A qualidade e quantidade das relações sociais é uma boa forma de predizer a saúde e a mortalidade em muitos mamíferos, entre eles os humanos. E o exemplo de Cayo Santiago, segundo esta equipe, ajuda a responder a uma grande pergunta pendente: que benefícios as relações sociais oferecem do ponto de vista da sua evolução? “Os desastres naturais são uma enorme fonte de instabilidade para os seres humanos e outros animais. As relações sociais, e em particular a tolerância social ampla, podem ser cruciais para sobreviver a estes desafios ambientais extremos”, ressalta Testard.
Depois do furacão, a vegetação se reduziu em 63% (como se vê nas imagens aéreas), o que deixou esses macacos sem boa parte da sombra necessária para se protegerem. Normalmente, eles se refugiam do sol compartilhando espaço e atividades com seus próximos, mas começaram a alisar e pentear indivíduos menos familiares, a fim de evitar conflitos e poder desfrutar da escassa e apreciada sombra. Os dados não permitiram aos estudiosos quantificar a redução nas agressões entre os macacos, mas, segundo Testard, “em um contexto de maior competição, devido à escassez de recursos, os macacos se tornaram mais tolerantes e amigáveis entre si, o que sugere uma sociedade menos competitiva”.
Nem todas as relações cresceram por igual em Cayo Santiago. Houve um aumento no número de macacos socialmente isolados em relação a antes do furacão. E também as fêmeas acariciaram mais os machos, o que fez se multiplicarem as conexões sociais dos machos: “Esta conclusão é consistente com o papel das fêmeas na promoção da coesão grupal em algumas sociedades animais”, aponta o estudo. Para ampliar suas redes sociais, os macacos tendiam a adotar um enfoque que os humanos entendem bem: ficarem amigos dos amigos dos seus amigos, um mecanismo frequente para a formação de vínculos em todo o reino animal.
A pergunta que este grupo tem mais dificuldade de responder é se esta tolerância em tempos de crise tem alguma utilidade coletiva além de melhorar as perspectivas de cada indivíduo separadamente.
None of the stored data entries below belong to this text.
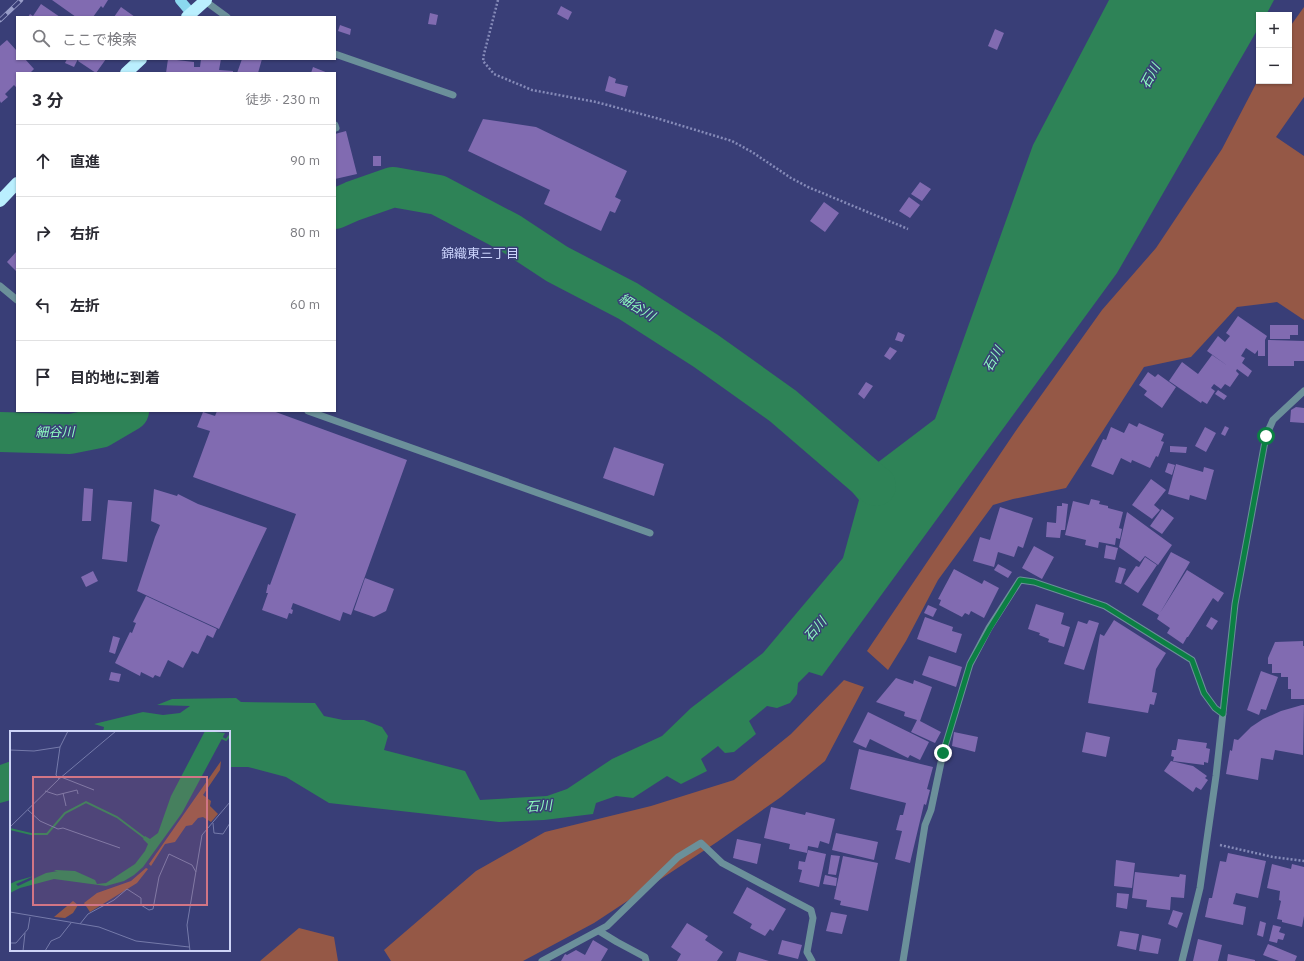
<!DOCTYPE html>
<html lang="ja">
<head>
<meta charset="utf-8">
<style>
	body { margin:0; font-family:"IBM Plex Sans","Noto Sans JP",sans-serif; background:#f7f7f7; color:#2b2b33 }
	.controls { position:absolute; right:12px; top:12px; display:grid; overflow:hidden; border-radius:0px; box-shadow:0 1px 3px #0004 }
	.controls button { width:36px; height:36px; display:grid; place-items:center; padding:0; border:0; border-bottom:1px solid #e1e1e2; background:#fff; color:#2b2b33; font:20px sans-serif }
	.stop { position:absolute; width:12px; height:12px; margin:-9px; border:3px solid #0b8043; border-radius:50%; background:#fff }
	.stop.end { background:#0b8043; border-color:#fff; box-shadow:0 1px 4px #0008 }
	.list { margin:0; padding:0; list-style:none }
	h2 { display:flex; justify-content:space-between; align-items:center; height:52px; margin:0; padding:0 16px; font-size:17px }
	h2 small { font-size:13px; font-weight:400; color:#7c7c81 }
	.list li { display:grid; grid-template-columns:26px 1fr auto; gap:12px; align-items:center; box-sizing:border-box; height:72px; padding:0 16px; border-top:1px solid #e1e1e2 }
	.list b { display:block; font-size:15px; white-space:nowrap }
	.list em { font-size:13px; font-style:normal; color:#7c7c81 }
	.icon { flex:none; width:22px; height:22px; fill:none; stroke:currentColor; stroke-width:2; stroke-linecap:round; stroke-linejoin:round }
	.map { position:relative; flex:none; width:1304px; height:961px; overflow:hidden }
	.search { position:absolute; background:#fff; box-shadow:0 1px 3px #0004; left:16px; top:16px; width:320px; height:44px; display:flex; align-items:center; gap:10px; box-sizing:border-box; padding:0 14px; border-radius:0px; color:#7c7c81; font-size:15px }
	.panel { position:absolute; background:#fff; box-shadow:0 1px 3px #0004; left:16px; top:72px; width:320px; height:340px; border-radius:0px }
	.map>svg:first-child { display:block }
</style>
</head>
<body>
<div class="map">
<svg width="1304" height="961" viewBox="0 0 1304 961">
	<rect width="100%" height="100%" fill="#393e77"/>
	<!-- green -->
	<path fill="#955846" d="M1304,7V97L1276,137L1304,156V320L1277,302L1237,307L1191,357L1144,367L1066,488L1013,499L993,505L938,580L906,641L888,670L867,651L1015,432L1102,310L1156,248L1222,149L1259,78V81H1289V28Z
		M844,680L864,687L825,761L781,797L717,842L594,923L523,961H391L384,950L476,871L545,832L651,806L734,780L791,734Z
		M299,928L334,937L338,961H260Z"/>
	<!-- water -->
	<path fill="#2e8357" d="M1109,0H1274L1266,15H1259V27L1117,273L822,676L809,672L798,683L797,694L790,703L777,708L767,706L749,721L756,734L734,752L725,753L718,746L701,759L707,771L681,784L667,776L633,798L616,796L596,803L593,814L544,820L499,822L329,803L286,777L248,767H229V732H103L104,727L94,724L143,712L163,715L180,713L190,706L157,705L172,699L236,698L241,702L315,703L324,716L343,720H364L382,727L388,736L384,750L465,771L480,800L547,796L567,789L612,759L662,736L691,708L763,653L843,558L859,500L828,463L838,446L877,463L935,419L1033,145Z
		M11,761V800L0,803V765Z"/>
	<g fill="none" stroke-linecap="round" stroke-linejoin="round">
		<!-- river -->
		<path stroke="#2e8357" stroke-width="40" d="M335,209L353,201L393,187L438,195L510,233L557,264L628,301L706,351L783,406L876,486
			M0,432L70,434L100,428L129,411"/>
	</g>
	<!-- building -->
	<path fill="#816bb1" d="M52,0H108L103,8L101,6L93,17H76Z
		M41,4L60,17H28L30,14L33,16Z
		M561,6L572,12L568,20L557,14Z
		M121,7L135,17H114Z
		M430,13L438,15L436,25L428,24Z
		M340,25L351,29L350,35L338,31Z
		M995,29L1004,33L997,50L988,46Z
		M7,40L17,51V59H25L34,69L30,73H17V88L14,85L5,94L8,97L1,103L0,101V46Z
		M67,59H78L74,67L65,63Z
		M79,59H106L96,73L78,61Z
		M168,59L194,62V67H200L201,59H221L219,70L233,71V73H166Z
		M242,59H262L258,73H237Z
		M313,67L328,73H311Z
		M609,76L616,79L615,83L628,86L625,97L605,91Z
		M483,119L536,127L627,171L615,197L621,200L615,213L610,211L601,231L544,204L550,190L468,151Z
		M346,131L357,174L335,179V134Z
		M373,156H381V166H373Z
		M920,182L931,189L922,201L911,194Z
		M909,197L920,205L910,218L899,211Z
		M824,202L839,213L825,232L810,221Z
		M17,251V272L7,262Z
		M1238,316L1267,336L1265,340V356H1258V350L1255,354L1246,348L1241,356L1245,358L1242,363L1252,371L1248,377L1237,369L1236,371L1239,374L1230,387L1225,384L1221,389L1214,384L1211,388L1215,391L1207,404L1202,401L1201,403L1169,381L1182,362L1198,374L1212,355L1228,366L1207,351L1218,336L1225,342L1230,336L1226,333Z
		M1270,325H1298V335H1290V339H1270Z
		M898,332L905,335L902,342L895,340Z
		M1268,340L1304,341V361H1294V366H1268Z
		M890,347L897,351L890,360L884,356Z
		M1148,372L1155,377L1158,374L1176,387L1162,408L1144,395L1147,391L1139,385Z
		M866,382L873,386L864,399L858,394Z
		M1218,390L1227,396L1224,400L1215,394Z
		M1296,407L1304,408V423L1290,422L1291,410Z
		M217,411H273L407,460L351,615L343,612L340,621L293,603L291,609L293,610L292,614L289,613L287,619L262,610L268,593H266L268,584L270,585L296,514L193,477L210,431L197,427L203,412L215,416Z
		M1129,423L1137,427L1139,423L1164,434L1161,441L1164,442L1158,457L1156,456L1150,468L1132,460L1131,463L1121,458L1113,475L1091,466L1103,439L1106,440L1111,427L1124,433Z
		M1225,426L1229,428L1225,436L1221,434Z
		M1205,427L1216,433L1206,452L1195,446Z
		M1170,446L1187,447L1186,453L1170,452Z
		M614,447L664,464L654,496L603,478Z
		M1168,463L1175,465L1172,475L1165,472Z
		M1176,464L1203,472L1204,467L1214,470L1206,500L1190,495L1189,500L1168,494Z
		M1151,479L1166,490L1154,505L1160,510L1152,519L1132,505Z
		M84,488L93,489L91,521H82Z
		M154,489L177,496L178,494L198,504L267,528L219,629L137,591L155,537L160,525L151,521Z
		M1091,499L1100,501L1099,504L1108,506V508L1123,512L1119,528L1122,529L1120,539L1116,538L1115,545L1099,542L1098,548L1085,545L1086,540L1065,535L1073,501L1089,505Z
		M108,500L132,502L127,562L102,559Z
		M1062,503L1068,504L1065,530H1061L1060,538L1046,537L1047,522L1056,523L1057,506H1062Z
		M1000,507L1033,518L1023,548L1018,546L1014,557L998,552L994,567L973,561L980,537L990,540Z
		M1162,509L1174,518L1162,534L1150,526Z
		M1127,512L1172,545L1158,565L1145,556L1140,562L1119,547Z
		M1106,545L1118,548L1115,560L1104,558Z
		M1034,546L1054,557L1042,579L1022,568Z
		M1171,552L1190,562L1160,613L1187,570L1224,593L1218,602L1213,598L1188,637H1187L1183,644L1167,633L1170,628L1157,619L1159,615L1142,605Z
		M1145,557L1157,565L1138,593L1124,584L1136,566L1139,567Z
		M998,564L1012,572L1008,578L994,570Z
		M1119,567L1126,569L1121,584L1115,582Z
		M954,569L982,584L984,580L999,588L984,618L971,611L969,615L965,613L962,617L939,605L941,600L938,599Z
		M93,571L98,581L86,587L81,577Z
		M365,578L394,589L386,611L374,617L354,610Z
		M146,596L217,629L213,638L207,635L198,654L192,651L183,668L168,660L160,677L155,675L153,678L141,672L140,676L115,663L130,632L132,633L136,623L133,622Z
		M1036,604L1064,613L1061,624L1070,627L1064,647L1048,642L1049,639L1039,635L1040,633L1028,629Z
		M928,605L937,609L933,617L924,613Z
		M925,617L953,627L952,631L962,634L956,653L917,639Z
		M1211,617L1218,621L1212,630L1206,626Z
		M1089,620L1099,623L1084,670L1064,664L1078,621L1087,624Z
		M1114,620L1166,653L1156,669L1152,692L1157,693L1154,705L1150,704L1148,713L1088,703L1100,634L1104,636Z
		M113,636L120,638L115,654L109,652Z
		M1303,641V646H1304V699H1291V689H1288V677H1281V673H1272V664H1268V658L1275,642Z
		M929,656L962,667L956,687L922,675Z
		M1261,671L1278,677L1266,710L1261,709L1259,715L1247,710Z
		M111,672L121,674L119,682L109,680Z
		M896,678L913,684L914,680L932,687L920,721L941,732L935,743L911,732L917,720L904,716L905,712L876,702Z
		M1302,705H1304L1303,755L1275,750L1273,760L1261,758L1258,780L1226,774L1230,750L1232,751L1234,739L1238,740L1251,727L1263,719L1281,711Z
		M868,712L929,742L920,760L910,755L908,758L870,739L866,748L853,742Z
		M954,732L978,737L975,752L952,746Z
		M1086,732L1110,737L1106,757L1082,752Z
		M1178,739L1207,743L1206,748L1210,749L1208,763L1204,762V765L1173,761L1174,757L1171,756L1172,750H1176Z
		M859,749L933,767L927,789L930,790L926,805L924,804L910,863L895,859L902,831L896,830L900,815H903L906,803L850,789Z
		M1171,761L1193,766L1207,776L1205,778L1208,780L1201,790L1196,787L1193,792L1164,771Z
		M771,807L805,815L806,812L835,819L829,844L820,841L818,848L808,846L807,853L789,849L790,844L764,838Z
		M836,833L878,842L874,860L832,850Z
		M737,839L761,844L757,864L733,858Z
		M808,850L826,854L819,887L799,882L802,870L798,869L799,861L805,862Z
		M1228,853L1266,861L1258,898L1236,893L1233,904L1246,907L1243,925L1205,917L1209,898H1212L1220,861L1226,862Z
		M831,855L840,856L836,875L828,874Z
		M843,856L878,863L868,911L840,905L841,901L834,899Z
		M1116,860L1135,863L1132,888L1114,886Z
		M1272,864L1291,869L1292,864L1304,867V916L1302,927L1282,922V920L1277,919L1281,901L1279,900L1280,891L1267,888Z
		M1135,872L1179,877L1180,874L1186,875L1184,898L1171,897L1170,910L1146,907L1147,900L1132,898Z
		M825,875L837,878L836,886L823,884Z
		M747,887L786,909L773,931L770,929L765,936L750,928L752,924L733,913Z
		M1117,893L1129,894L1127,909L1116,907Z
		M1173,910L1183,913L1177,928L1168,924Z
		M831,912L847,915L842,934L826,931Z
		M1260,921L1266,923L1263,937L1257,935Z
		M687,923L708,936L705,940L723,952L717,961H677L681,954L671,947Z
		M1273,925L1281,927L1279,932L1285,934L1283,940L1278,939L1277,943L1269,941Z
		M1120,931L1139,934L1136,950L1117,946Z
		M1142,935L1161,939L1158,954L1139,951Z
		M1198,939L1222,945L1218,961H1193Z
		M593,940L608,949L601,961H561L565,954L567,955L576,950L585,955Z
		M782,940L802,945L798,959L778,954Z
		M1268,944L1297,956L1295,961H1279L1263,955Z
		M739,952L769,961H736Z
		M1228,954L1255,960V961H1227Z"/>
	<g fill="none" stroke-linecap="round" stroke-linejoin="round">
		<!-- path -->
		<path stroke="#868bb9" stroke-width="2.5" stroke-dasharray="2 2" stroke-linecap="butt" d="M498,0L484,54L483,61L494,74L532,90L596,102L656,118L732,141L752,152L791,178L808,187L908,229
			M1220,845L1273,857L1304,861"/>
		<!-- minor -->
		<path stroke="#6b909a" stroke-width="7" d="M205,1L227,17
			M335,54L453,95
			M335,125L336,128
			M0,286L17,300
			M308,411L650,533
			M599,931L617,942L645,957L646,961
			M542,961L607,926L678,857L701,843L722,863L811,910L813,918L807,952L812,961
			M903,961L925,825L931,810L943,753L970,664L989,628L1020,580L1034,582L1105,606L1192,660L1204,693L1215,708L1223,714
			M1182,961L1200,888L1216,776L1235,604L1266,436L1273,420L1304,391"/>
		<!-- major -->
		<path stroke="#8bd8ee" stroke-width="10" d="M180,0L191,13"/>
		<!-- highway -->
		<path stroke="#baeffe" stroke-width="12" d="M187,17L206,0
			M126,73L141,59
			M0,201L17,183"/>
		<!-- rail casing -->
		<g stroke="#979cc8" stroke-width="4.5">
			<path id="rail" d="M0,20L21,0"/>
		</g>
		<!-- rail -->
		<use href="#rail" stroke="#393e77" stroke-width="3" stroke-dasharray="9" stroke-linecap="butt"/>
	</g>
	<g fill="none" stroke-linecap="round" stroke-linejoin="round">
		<!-- route -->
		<path stroke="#0b8043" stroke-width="5" d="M943,753L970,664L990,628L1020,580L1034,582L1105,606L1192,660L1204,693L1215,708L1223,714L1235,604L1266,436"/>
	</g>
	<g text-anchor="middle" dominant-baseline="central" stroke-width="3" stroke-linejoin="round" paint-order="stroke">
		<!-- water labels -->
		<g font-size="13" font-style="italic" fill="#8effbf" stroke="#393e77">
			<text transform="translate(1150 76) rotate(-61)">石川</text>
			<text transform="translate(637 307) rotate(31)">細谷川</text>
			<text transform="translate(993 359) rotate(-60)">石川</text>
			<text transform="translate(55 432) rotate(-1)">細谷川</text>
			<text transform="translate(815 629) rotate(-49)">石川</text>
			<text transform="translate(539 806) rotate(-4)">石川</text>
		</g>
		<!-- neighbourhood labels -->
		<g font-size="13" fill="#cbd3fc" stroke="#393e77">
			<text x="480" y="253">錦織東三丁目</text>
		</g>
	</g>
	<!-- overview -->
	<g transform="translate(10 731)">
		<rect width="220" height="220" fill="#393e77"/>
		<path d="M211,30L210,39L193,64L201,70L200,75L208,83L201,91L193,86L188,87L182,94L176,95L165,111L155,113L141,135L139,133ZM136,137L138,138L127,152L80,181L74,172L87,162L121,150ZM63,170L68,174L63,182L55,187L44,186Z" fill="#955846"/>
		<path d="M195,0L215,2L172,82L133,136L124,144L114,150L96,155L44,148L10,157L0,162V153L6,150L24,145L6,153L8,155L36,142L48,140H44L46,139L65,140L85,149L87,153L96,152L125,133L135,120L138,113L133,108L135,105L140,108L148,102L161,65Z" fill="#2e8357"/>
		<path fill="none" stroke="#2e8357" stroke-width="2" d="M210,6L216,9L220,4M0,98L21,103H37L55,82L76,71L107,86L140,111"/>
		<path fill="none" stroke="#757aaa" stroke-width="1" d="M50,16L58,0M0,19L24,20L50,16L46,44L49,48M51,46L84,59M35,60L47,64L67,59L68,63M53,62L56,75M18,79L30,90L48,98L53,97L110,117M203,92L204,102L213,103L220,92M0,96L49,48L106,0M0,181L89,196L126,210L179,216M70,193L78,183L104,169L117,158L131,167V174L139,179L143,178L149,146L159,123L182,134L186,141M0,212H6L18,198L20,186M13,220L15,202M35,220L41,210L50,206L61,192M180,220L177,194L192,104L220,71"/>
		<path fill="#d27585" fill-opacity="0.15" stroke="#d27585" stroke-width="2" d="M23,46H197V174H23Z"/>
		<rect width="220" height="220" fill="none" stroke="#ced4f7" stroke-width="2"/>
	</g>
</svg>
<div class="controls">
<button>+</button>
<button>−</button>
</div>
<div class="stop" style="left:1266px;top:436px"></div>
<div class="stop end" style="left:943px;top:753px"></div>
<div class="search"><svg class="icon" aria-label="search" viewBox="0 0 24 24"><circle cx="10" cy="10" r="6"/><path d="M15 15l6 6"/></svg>ここで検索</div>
<section class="panel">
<h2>3 分<small>徒歩 · 230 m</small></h2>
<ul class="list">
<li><svg class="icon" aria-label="ahead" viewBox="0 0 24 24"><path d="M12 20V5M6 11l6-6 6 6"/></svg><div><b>直進</b></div><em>90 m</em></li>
<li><svg class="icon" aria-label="right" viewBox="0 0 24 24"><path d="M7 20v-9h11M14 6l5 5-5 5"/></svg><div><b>右折</b></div><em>80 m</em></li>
<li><svg class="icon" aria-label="left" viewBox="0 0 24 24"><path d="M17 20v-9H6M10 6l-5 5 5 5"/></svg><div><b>左折</b></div><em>60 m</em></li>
<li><svg class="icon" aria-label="arrive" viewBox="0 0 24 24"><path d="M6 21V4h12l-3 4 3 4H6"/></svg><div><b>目的地に到着</b></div></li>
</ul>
</section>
</div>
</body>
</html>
Em seu estudo, apontaram que a ampliação das redes sociais melhora a integração da comunidade, ao passo que se centrar apenas em fortalecer laços já consolidados “pode conduzir à fragmentação do grupo maior devido à formação de múltiplas panelinhas menores”. Testard acha muito possível que a maior coesão do grupo em seu conjunto, depois da crise, seja unicamente uma consequência não deliberadamente buscada.
O estudo considera este experimento natural um bom exemplo de como reagir aos desastres que a mudança climática trará: “Nossas conclusões amparam a hipótese de que o apoio social é um mecanismo importante que os primatas gregários podem implementar para se adaptarem em mudanças ambientais extremas”. Também para os humanos, perante desastres como a pandemia? “Nós”, responde Testard, “também reagimos com flexibilidade à crise atual alterando nossas redes sociais. Esta flexibilidade social pode ser uma característica comum a muitas espécies de primatas e pode nos ajudar a sermos resistentes a eventos extremos”.